Ive been seeing this girl for about 2 months. she has a boyfriend of 5 months that is really into her but she tells me that she isn't that into him. she claims that she wanted to break it off with him before we got involved. yet she is still with him. i have hung out with her and him and the dude likes me. i know that what we are doing isn't fair to him, me and her. i know that she needs to figure things out with him before things can go any farther with us. im afraid and nervous to tell her this but i feel is an inevitability. but the signals are there that she would rather be with me. for example. i agreed to DD the other night for her and others. i got a call from a longtime friend that hes in town for a shot while. after i drop them off i go and hang out with my friend. she asks me to call her when i get home and i reply that im seeing my friend and it wont be for about an hour or so. she replies that if she would have known i wanted to see my friend that we could have cut the night a little shorter. i replied that i committed to being the driver before. and she replies that "i wish i committed to you 5 months ago". this is one of many correspondences that ive had with her that leads me to believe that we are going to be together, in my heart. in my head i feel these are just games and she is using me for something that shes not getting with her boyfriend. my heart feels like its being squeezed. they say alls fair in love and war but this seems like emotional torture. i need advise.

Link to post
Share on other sites
i replied that i committed to being the driver before. and she replies that "i wish i committed to you 5 months ago". this is one of many correspondences that ive had with her that leads me to believe that we are going to be together, in my heart. .

 

She is playing you both and her words are like giving you a candy each time she wants you to come back like a happy puppy.
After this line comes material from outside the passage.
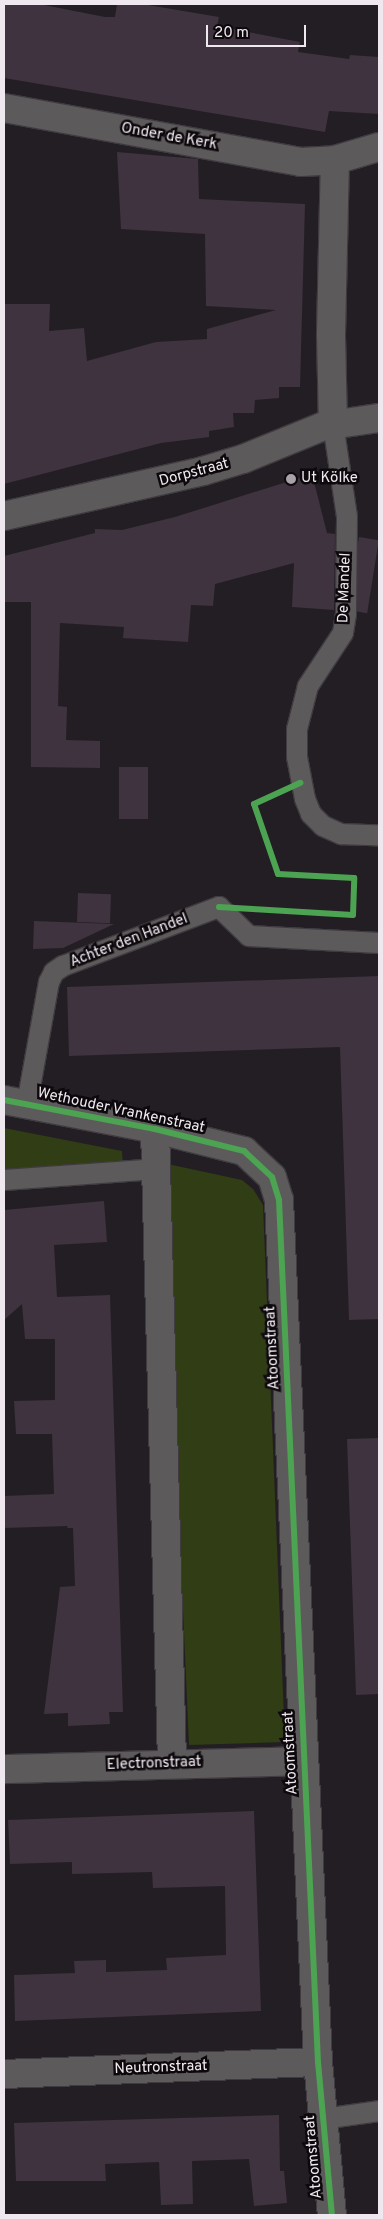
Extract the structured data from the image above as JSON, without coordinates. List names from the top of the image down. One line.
{"streets":{"street":["Onder de Kerk","Dorpstraat","Wethouder Vrankenstraat","Atoomstraat","Electronstraat","Neutronstraat"],"lane":["De Mandel","Achter den Handel"]},"crossings":[["Dorpstraat","De Mandel"],["Achter den Handel","Wethouder Vrankenstraat"],["Wethouder Vrankenstraat","Atoomstraat"],["Atoomstraat","Electronstraat"],["Atoomstraat","Neutronstraat"]],"places":["Ut Kölke"],"scale_bar":"20 m"}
She is not even engaged and much less married and you are OK with being her side dish ?

 

She had the choice to be with you and she picked another guy so if you still keep illusions you are wasting your time while there are plenty of single ladies out there who have more integrity.

 

If you want to fight for love, fight for someone that wants to be 100% with you in first place.

  • Like 1
Link to post
Share on other sites

Not trying to use a line from Sheryl Crow... but "if it makes you happy, why the hell are you so sad".

 

Emotional torture as you put it doesn't seem to fun. She's playing both sides, you know that. Don't stoop to the level of hanging out with a guy, meanwhile being with his gf behind his back. Not cool.

Link to post
Share on other sites
Ive been seeing this girl for about 2 months. she has a boyfriend of 5 months that is really into her but she tells me that she isn't that into him.

 

So rather than treat him like dogs***, why doesn't she let him go instead of humiliating him by cheating on him?

 

 

she claims that she wanted to break it off with him before we got involved. yet she is still with him.

 

And why do you think that is? She too chickens*** to tell him? Or is she feeding you a line of crap?

 

 

they say alls fair in love and war

 

Funny how you never hear anyone on the s**t end of that stick saying this.

 

I hope you do end up with her. Everything is all fun and exciting for you two right now because you aren't with each other on a daily basis. You will hook up with this lying cheater, and sooner or later, she'll get bored with you and be telling some other guy that she isn't that in to you, and just can't bring herself to break up

Link to post
Share on other sites
×
×
  • Create New...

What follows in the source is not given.